(Beginning of Supplied material)

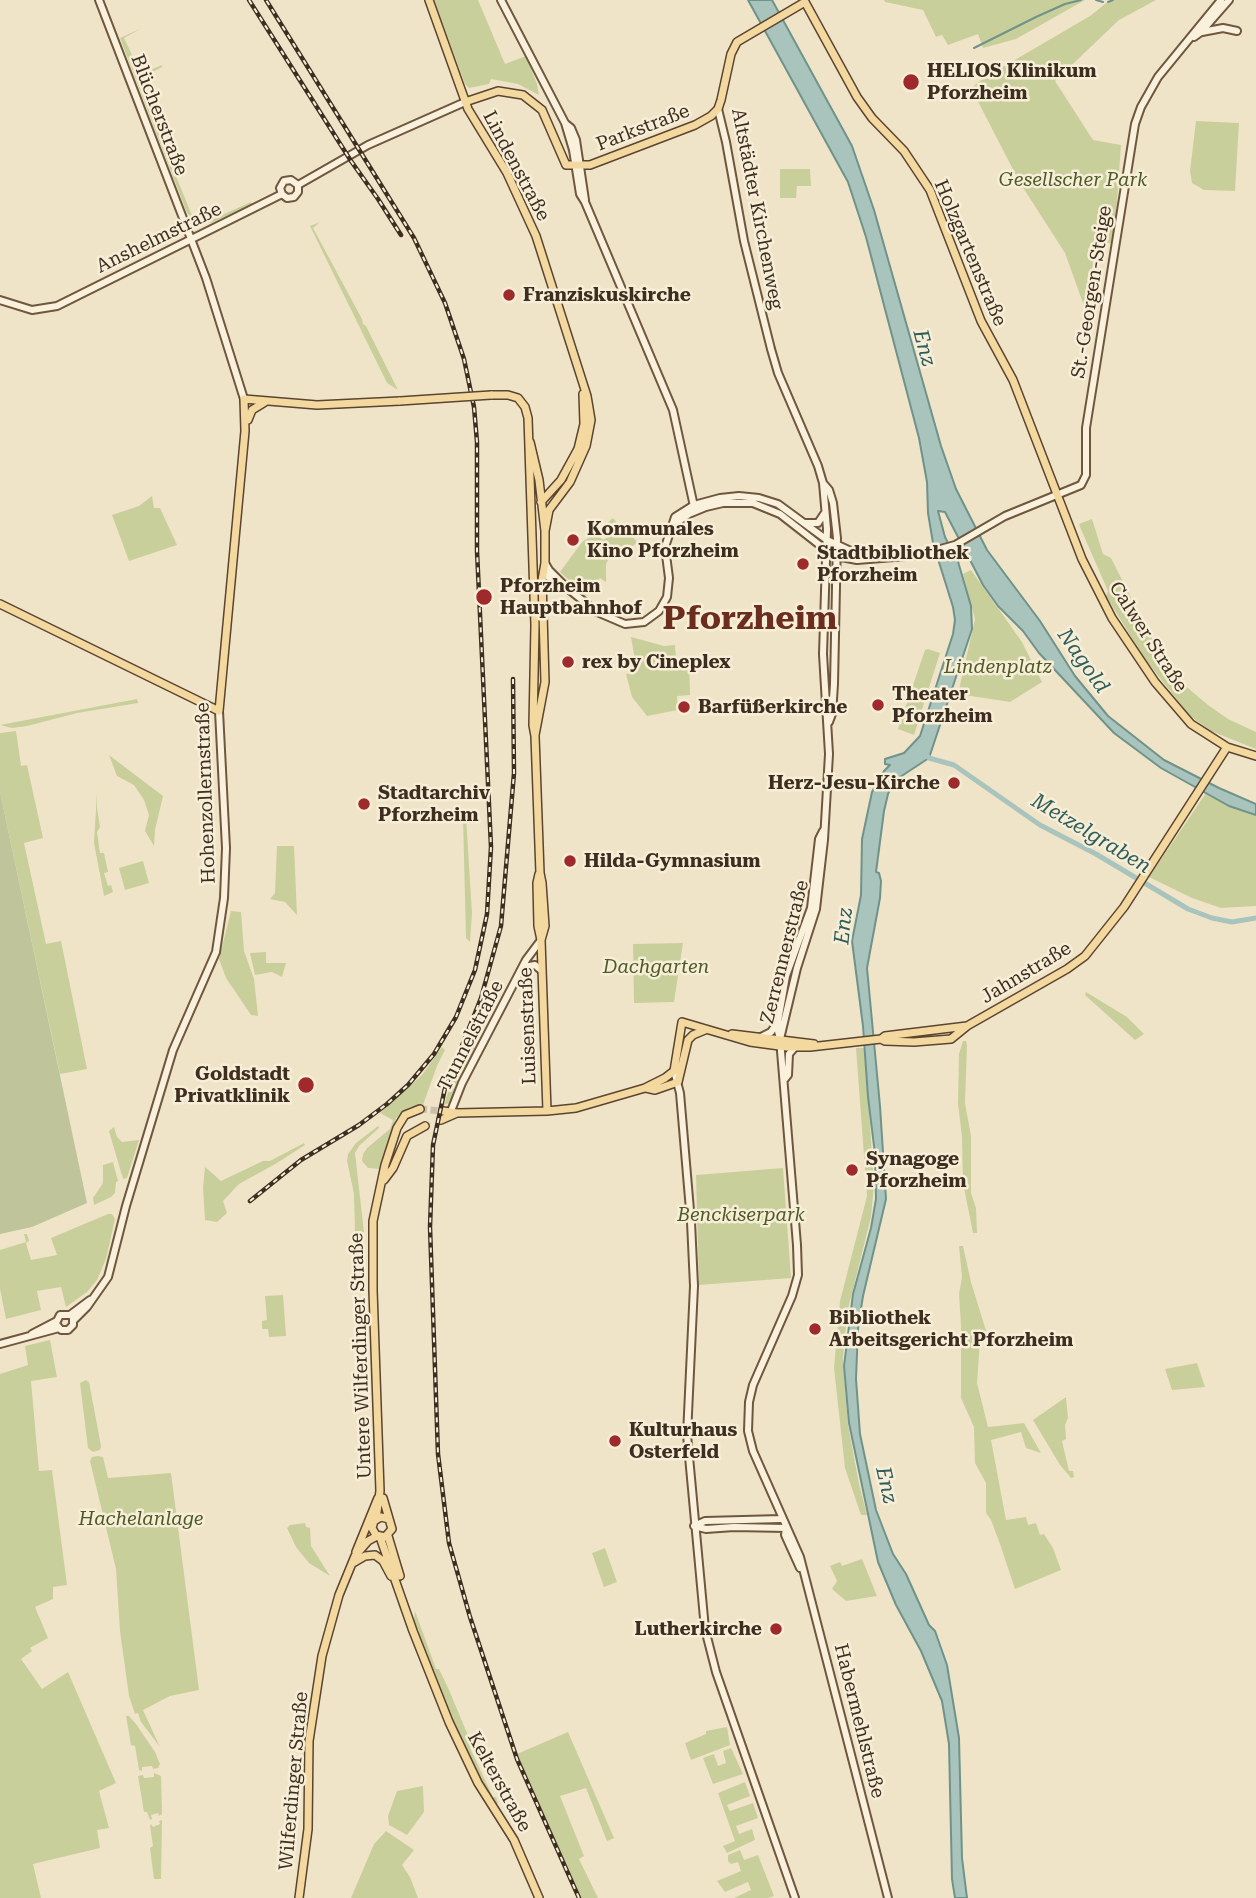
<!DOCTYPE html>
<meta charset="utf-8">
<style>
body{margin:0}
canvas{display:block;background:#f0e4c8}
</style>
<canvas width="1256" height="1898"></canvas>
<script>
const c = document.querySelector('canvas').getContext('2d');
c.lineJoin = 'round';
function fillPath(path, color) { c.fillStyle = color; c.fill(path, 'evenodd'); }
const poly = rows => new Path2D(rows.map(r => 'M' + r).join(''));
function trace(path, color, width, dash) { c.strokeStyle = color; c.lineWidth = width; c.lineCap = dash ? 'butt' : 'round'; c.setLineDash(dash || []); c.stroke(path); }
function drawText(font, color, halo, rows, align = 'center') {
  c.font = font + ' "Roboto Serif",serif'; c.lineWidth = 5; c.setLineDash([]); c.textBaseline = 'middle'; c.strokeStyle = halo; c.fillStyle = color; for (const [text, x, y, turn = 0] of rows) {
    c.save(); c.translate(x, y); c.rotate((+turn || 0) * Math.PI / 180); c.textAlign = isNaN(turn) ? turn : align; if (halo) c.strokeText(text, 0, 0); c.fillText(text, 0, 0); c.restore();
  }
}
fillPath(poly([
 [434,0,478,0,505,64,526,56,537,84,539,95,518,84,491,79,489,84,469,88,465,84],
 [884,0,1085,0,1016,39,983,48,978,34,948,45,942,35,936,37,923,10,885,2],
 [1110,0,1156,0,1119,20,1055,81,1093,140,1121,145,1114,244,1102,242,1088,317,1065,253,1020,183,971,88,984,78,1090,16],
 [142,28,124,38,141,74,162,65,162,67,137,80,191,213,199,221,211,220,251,202,252,204,211,223,196,221,187,213,120,38],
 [1196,121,1239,123,1235,191,1204,190,1192,183,1190,171],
 [780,169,810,169,811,186,797,186,796,198,780,198],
 [320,222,313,228,362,319,363,324,366,326,398,390,387,383,310,226],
 [152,496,154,508,160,508,177,545,129,561,112,515,139,506],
 [613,518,620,527,623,525,637,542,625,554,621,550,613,551,606,564,606,582,600,578,586,596,560,572,582,542,596,533,603,540,608,537,601,529],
 [1092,519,1103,554,1111,558,1151,637,1170,667,1182,683,1208,705,1228,719,1256,732,1256,749,1211,731,1190,716,1144,658,1106,596,1108,591,1080,527,1079,524],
 [971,570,1022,642,1042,682,1010,702,958,694,975,619,963,574],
 [631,637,664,646,675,645,676,660,689,660,690,695,677,696,678,710,647,716,632,697,626,674,637,672],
 [928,649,940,653,914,735,898,729,925,650],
 [137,699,138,703,77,713,27,726,12,728,0,725],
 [16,731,21,766,27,765,43,838,24,843,46,944,61,941,87,1069,60,1074,0,792,0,733],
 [109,755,163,796,155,830,154,846,145,831,149,815,144,800,134,785,117,776],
 [97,792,97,808,100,827,97,832,100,853,104,853,108,872,104,873,108,886,111,885,113,892,104,896,94,843],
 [1206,793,1229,806,1256,815,1256,906,1221,908,1192,898,1149,877],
 [466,817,472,913,470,942,466,938,463,818],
 [277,846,294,846,297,915,285,902,270,899,275,893],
 [143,861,149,883,125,890,119,868],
 [231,911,241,912,244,951,254,979,258,1016,251,1015,226,978,219,959],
 [683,943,674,1002,634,1003,633,944],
 [266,952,266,963,286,963,282,977,272,972,255,975,250,953],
 [1086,992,1127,1017,1144,1034,1135,1040,1085,995],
 [478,1016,484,1019,470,1045,475,1048,456,1084,450,1103,444,1105,459,1058],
 [963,1041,966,1041,967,1046,965,1103,971,1136,971,1193,976,1208,977,1233,973,1233,963,1183,962,1137,958,1104,959,1054],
 [442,1047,445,1050,437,1066,423,1105,410,1107,396,1118,380,1169,368,1168,362,1161,363,1154,367,1148,390,1129,393,1120,380,1113,422,1075],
 [856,1048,865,1048,874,1185,871,1217,847,1313,843,1359,848,1425,859,1484,867,1515,861,1515,845,1468,834,1368,840,1301,867,1196],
 [378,1126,379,1128,359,1146,355,1153,364,1232,355,1232,354,1194,347,1161,348,1154,356,1143],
 [114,1127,117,1137,122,1142,139,1140,127,1178,123,1179,109,1131],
 [304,1143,305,1145,277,1163,239,1184,223,1201,227,1213,217,1222,205,1220,203,1188,205,1167,221,1181,263,1161,270,1161],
 [113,1162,118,1181,116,1182,115,1193,111,1197,94,1205,93,1198,103,1183,103,1165],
 [783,1168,791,1278,699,1285,696,1175],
 [108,1214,112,1214,115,1219,106,1259,97,1280,87,1292,66,1307,61,1287,37,1291,41,1310,6,1319,0,1289,0,1250,26,1242,24,1234,27,1234,29,1241,26,1243,31,1260,57,1255,51,1238],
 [959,1246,963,1246,971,1282,988,1337,980,1340,977,1383,988,1427,1024,1423,1041,1453,1026,1448,1021,1432,991,1440,1006,1520,1026,1517,1028,1525,1036,1523,1040,1535,1044,1534,1053,1548,1061,1570,1015,1589,1000,1544,991,1520,986,1513,986,1483,975,1463,974,1427,961,1398,961,1325,959,1294,962,1277],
 [283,1295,286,1336,269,1337,268,1329,262,1329,262,1321,267,1320,265,1296],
 [50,1340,57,1377,31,1381,39,1471,52,1470,67,1585,53,1587,53,1599,35,1607,48,1638,30,1648,32,1651,21,1659,42,1689,68,1672,116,1783,99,1791,109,1828,97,1830,100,1848,33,1864,41,1898,0,1898,0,1374,28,1365,25,1346],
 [1197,1363,1205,1387,1172,1390,1165,1369],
 [86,1380,89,1382,101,1446,100,1450,93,1452,88,1448,80,1383],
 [1066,1397,1068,1418,1065,1425,1066,1439,1062,1441,1069,1471,1073,1471,1074,1477,1071,1478,1060,1465,1033,1420],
 [98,1456,103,1457,108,1478,171,1473,199,1690,170,1696,143,1710,160,1747,141,1722,138,1713,135,1714,129,1696,120,1631,116,1569,90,1461,92,1457],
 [305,1523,306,1527,310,1528,311,1546,330,1576,309,1563,296,1547,287,1528,290,1525],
 [605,1548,617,1582,604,1587,592,1553],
 [862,1559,877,1596,846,1601,832,1589,837,1581,830,1566,840,1562,842,1566],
 [415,1611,436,1669,439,1669,449,1690,472,1745,470,1748,493,1797,496,1797,498,1803,496,1805,478,1777,445,1703,414,1620],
 [126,1716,129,1716,136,1724,155,1752,160,1764,158,1768,153,1769,152,1766,142,1767,142,1771,139,1770,135,1746,131,1745],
 [727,1727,730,1745,691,1760,685,1743,706,1734,706,1731],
 [568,1732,614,1838,607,1841,586,1788,560,1796,584,1856,579,1859,598,1898,581,1898,517,1754],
 [731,1748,743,1774,713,1784,703,1758,714,1754,718,1766,726,1763,723,1751],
 [154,1773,161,1776,162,1814,159,1816,158,1813,151,1815,152,1819,150,1820,147,1812,144,1812,138,1776,143,1775,144,1778,154,1777],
 [745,1782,750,1796,727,1805,730,1811,753,1803,758,1818,736,1826,739,1834,752,1829,755,1840,727,1853,723,1846,735,1841,718,1793],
 [423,1786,424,1812,407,1835,389,1825,388,1816,397,1791],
 [162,1820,161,1879,154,1879,150,1848,153,1846,150,1826,151,1824,153,1827,160,1824,159,1821],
 [386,1831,414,1850,402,1865,410,1877,418,1898,351,1898,374,1844],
 [740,1850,744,1860,758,1855,774,1896,768,1898,734,1898,751,1890,748,1882,725,1892,717,1881,741,1871,738,1862,731,1864,728,1861,728,1855]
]), '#c9cf9b');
fillPath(poly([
 [0,792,87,1203,32,1227,0,1234]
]), '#bfc49a');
const water = poly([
 [748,0,772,0,852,146,874,210,941,446,956,489,987,550,1040,621,1075,676,1108,716,1164,760,1219,788,1256,804,1256,815,1229,806,1161,768,1114,733,1039,653,1023,631,998,606,983,585,945,512,938,511,945,537,953,553,956,553,959,565,971,606,972,629,929,758,894,781,888,794,884,811,876,872,879,873,881,881,880,898,867,968,880,1106,886,1199,863,1296,858,1328,856,1379,860,1434,876,1510,893,1554,906,1574,929,1625,935,1631,947,1665,959,1738,962,1858,967,1898,955,1898,952,1879,949,1744,942,1701,921,1651,896,1605,878,1562,849,1423,844,1366,853,1294,871,1228,876,1199,875,1154,868,1097,863,1026,852,941,861,895,862,839,872,792,884,771,890,765,885,764,885,759,904,753,920,736,953,634,955,620,953,607,933,543,928,513,927,482,919,438,866,237,848,182,748,0]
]);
fillPath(water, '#a9c4bc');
trace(water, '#6f938a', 2);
trace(poly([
 [1096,0,1103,2],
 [1108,2,1113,0],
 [974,48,1036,17,1065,4,1081,0]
]), '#6f938a', 2);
trace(poly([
 [925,753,929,758,954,765,1040,825,1096,854,1188,909,1212,918,1232,922,1256,918]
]), '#a9c4bc', 5);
trace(poly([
 [420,1109,443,1111]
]), '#ccc0a6', 7, [7, 3.5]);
const secondary = poly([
 [99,0,206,278,244,399],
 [501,0,565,123,573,150,580,194,585,202,673,410,695,511],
 [1202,32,1223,28,1237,31],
 [1194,37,1201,32,1229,0],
 [718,109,726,142,744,241,771,349,778,373,818,466,823,483,827,529,823,654,829,754,824,840,816,909,797,968,780,1039],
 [566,124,571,128,576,140,585,200],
 [298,185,368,145,465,102],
 [282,194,280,188,284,181,291,180,298,185],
 [282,194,287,198,294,197,298,192,298,185],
 [0,300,32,310,57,306,282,194],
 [823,483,829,490,833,503,837,538,834,684,832,714,829,722],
 [805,523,818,523,824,514],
 [673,525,689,514,706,507,723,503,753,503,780,514,826,550,841,557,857,560,919,555,955,545,1005,516,1081,485,1086,475,1086,428,1135,124,1141,107,1158,77,1221,0],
 [545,563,549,570,566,587,597,612,625,624,644,622,659,611,667,597,669,578,665,547,675,517,694,505,720,498,739,496,759,498,778,504,827,540,866,558],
 [544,574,560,584],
 [823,831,819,839,811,908,786,976,777,1027,780,1039,797,1245,798,1275,792,1296,753,1385,749,1402,748,1431,753,1451,800,1557,888,1898],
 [524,967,535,965,542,971],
 [761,1037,771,1032,777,1023],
 [674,1071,680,1093,691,1222,694,1286,687,1435,705,1629,716,1672,795,1898],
 [784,1080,788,1075,789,1054,795,1047],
 [451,1111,462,1083,526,960,541,940],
 [70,1315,90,1300],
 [74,1320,87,1307,108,1277,126,1206,173,1050,216,952,224,898,226,848,219,711],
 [57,1325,61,1330,68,1330,73,1325,73,1319],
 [32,1334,57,1321,60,1315,70,1315],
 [0,1344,59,1328],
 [694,1526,706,1529,734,1527,786,1528],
 [694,1526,705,1521,781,1519],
 [786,1528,785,1535,800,1568]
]);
const primary = poly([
 [429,0,468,109,507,173,536,236,587,396,591,420,586,446,570,482,549,510,545,531],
 [465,102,498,91,523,95,542,110,566,165,590,165,695,125,711,116,718,109,721,100,731,54,737,42,805,2,857,97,872,118,904,151,930,190,981,321,1013,380,1082,559,1112,618,1155,682,1191,724,1227,747,1256,756],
 [491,395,508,395,518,398,525,407,528,418,535,625,533,725,535,736,540,873,542,883,545,926,541,940],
 [248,420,252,410,265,402],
 [530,442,539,480,545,531,545,563,542,580,545,682,535,735],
 [541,502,561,480,578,449,584,424,583,394],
 [0,604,219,711,245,431,244,399,317,405,400,401],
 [539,874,537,883,538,926,541,940,547,1111],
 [732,1034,814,1044],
 [881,1039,885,1041,914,1042,951,1039,967,1026,1067,969,1085,956,1124,907,1227,747],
 [881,1039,885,1036,967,1026],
 [646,1088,655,1090,678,1082,688,1040,693,1035,705,1030],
 [443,1111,457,1113,547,1111,576,1108,645,1088,665,1078,674,1071,682,1022,750,1042,787,1047,810,1047,881,1039],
 [441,1120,457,1113],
 [384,1180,393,1168,407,1136,425,1126],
 [383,1498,392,1529,385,1537,376,1535,372,1528,374,1521,381,1517,389,1519],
 [376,1519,380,1491,373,1290,373,1221,385,1165,397,1128,405,1115,420,1109],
 [388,1536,400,1576],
 [380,1537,413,1631,449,1722,478,1783,514,1840,539,1898],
 [356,1552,378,1498],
 [353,1563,365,1556,375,1555,383,1561,391,1576],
 [299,1898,308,1829,309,1741,322,1656,339,1595,355,1556,368,1541,377,1536]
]);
trace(secondary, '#6f573f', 10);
trace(primary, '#5b4430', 10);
trace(secondary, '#faf1dc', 6);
trace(primary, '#f3d9a0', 7);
const rail = poly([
 [249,0,351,161,378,199,401,235],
 [513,679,514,773,501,926,481,998,445,1088,433,1145,430,1227,438,1454,449,1543,470,1617,517,1759,579,1898],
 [250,1201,301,1160,359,1125,387,1104,408,1085,434,1054,456,1017,475,970,487,914,491,847,477,551,477,442,474,407,464,359,445,303,414,238,266,0]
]);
trace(rail, '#3d2e20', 4.5);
trace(rail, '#f7eed8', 2, [5]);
const primaryBridge = poly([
 [400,401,491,395]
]);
trace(primaryBridge, '#5b4430', 10, []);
trace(primaryBridge, '#f3d9a0', 7);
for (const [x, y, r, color] of [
 [911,82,9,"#9e2a2b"],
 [509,295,7,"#9e2a2b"],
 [573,540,7,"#9e2a2b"],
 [803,564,7,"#9e2a2b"],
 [484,597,9,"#9e2a2b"],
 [568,662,7,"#9e2a2b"],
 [878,705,7,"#9e2a2b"],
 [684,707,7,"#9e2a2b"],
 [954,783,7,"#9e2a2b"],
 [364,804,7,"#9e2a2b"],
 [570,861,7,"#9e2a2b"],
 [306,1085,9,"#9e2a2b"],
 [852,1170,7,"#9e2a2b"],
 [815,1329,7,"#9e2a2b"],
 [615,1441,7,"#9e2a2b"],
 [776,1629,7,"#9e2a2b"]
]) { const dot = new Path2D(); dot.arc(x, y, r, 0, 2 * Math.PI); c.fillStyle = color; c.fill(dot); trace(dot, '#f7eed8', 2.5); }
drawText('bold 19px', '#3d2e20', '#f7eed8', [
 ["HELIOS Klinikum",927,71],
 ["Pforzheim",927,93],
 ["Franziskuskirche",523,295],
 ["Kommunales",587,529],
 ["Kino Pforzheim",587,551],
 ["Stadtbibliothek",817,553],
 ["Pforzheim",817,575],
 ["Pforzheim",500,586],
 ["Hauptbahnhof",500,608],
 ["rex by Cineplex",582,662],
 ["Theater",892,694],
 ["Pforzheim",892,716],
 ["Barfüßerkirche",698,707],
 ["Herz-Jesu-Kirche",940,783,"right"],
 ["Stadtarchiv",378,793],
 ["Pforzheim",378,815],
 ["Hilda-Gymnasium",584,861],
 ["Goldstadt",290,1074,"right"],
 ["Privatklinik",290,1096,"right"],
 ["Synagoge",866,1159],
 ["Pforzheim",866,1181],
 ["Bibliothek",829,1318],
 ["Arbeitsgericht Pforzheim",829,1340],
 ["Kulturhaus",629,1430],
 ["Osterfeld",629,1452],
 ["Lutherkirche",762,1629,"right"]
], 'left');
drawText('19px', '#3d2e20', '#f7eed8', [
 ["Blücherstraße",159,115,69],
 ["Parkstraße",643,128,-21],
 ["Lindenstraße",516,166,62],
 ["Altstädter Kirchenweg",757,209,79],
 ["Anshelmstraße",159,238,-26],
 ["Holzgartenstraße",970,253,67],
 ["St.-Georgen-Steige",1092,292,-81],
 ["Calwer Straße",1148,637,57],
 ["Hohenzollernstraße",206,793,-92],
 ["Zerrennerstraße",785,952,-76],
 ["Jahnstraße",1026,973,-31],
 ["Luisenstraße",528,1026,-92],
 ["Tunnelstraße",471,1036,-63],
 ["Untere Wilferdinger Straße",361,1356,-92],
 ["Habermehlstraße",859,1721,76],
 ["Wilferdinger Straße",294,1781,-85],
 ["Kelterstraße",499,1782,61]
]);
drawText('italic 19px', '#4d5a26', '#f7eed8', [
 ["Gesellscher Park",1073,180],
 ["Lindenplatz",998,667],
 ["Dachgarten",656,967],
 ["Benckiserpark",741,1215],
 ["Hachelanlage",141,1519]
]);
drawText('italic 21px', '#2f5d5a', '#f7eed8', [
 ["Enz",924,348,75],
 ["Nagold",1083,661,55],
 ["Metzelgraben",1091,834,31],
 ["Enz",844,926,-84],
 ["Enz",886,1485,77]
]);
drawText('bold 33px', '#6b2e1e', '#f7eed8', [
 ["Pforzheim",750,619]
]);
</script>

(End of Supplied material)

**Your goal:** Give an exact copy of the lines above from the line with "function fillPath(path, color)" up to and including the line with "const poly = rows", and leave everything else out.

**Result:**
function fillPath(path, color) { c.fillStyle = color; c.fill(path, 'evenodd'); }
const poly = rows => new Path2D(rows.map(r => 'M' + r).join(''));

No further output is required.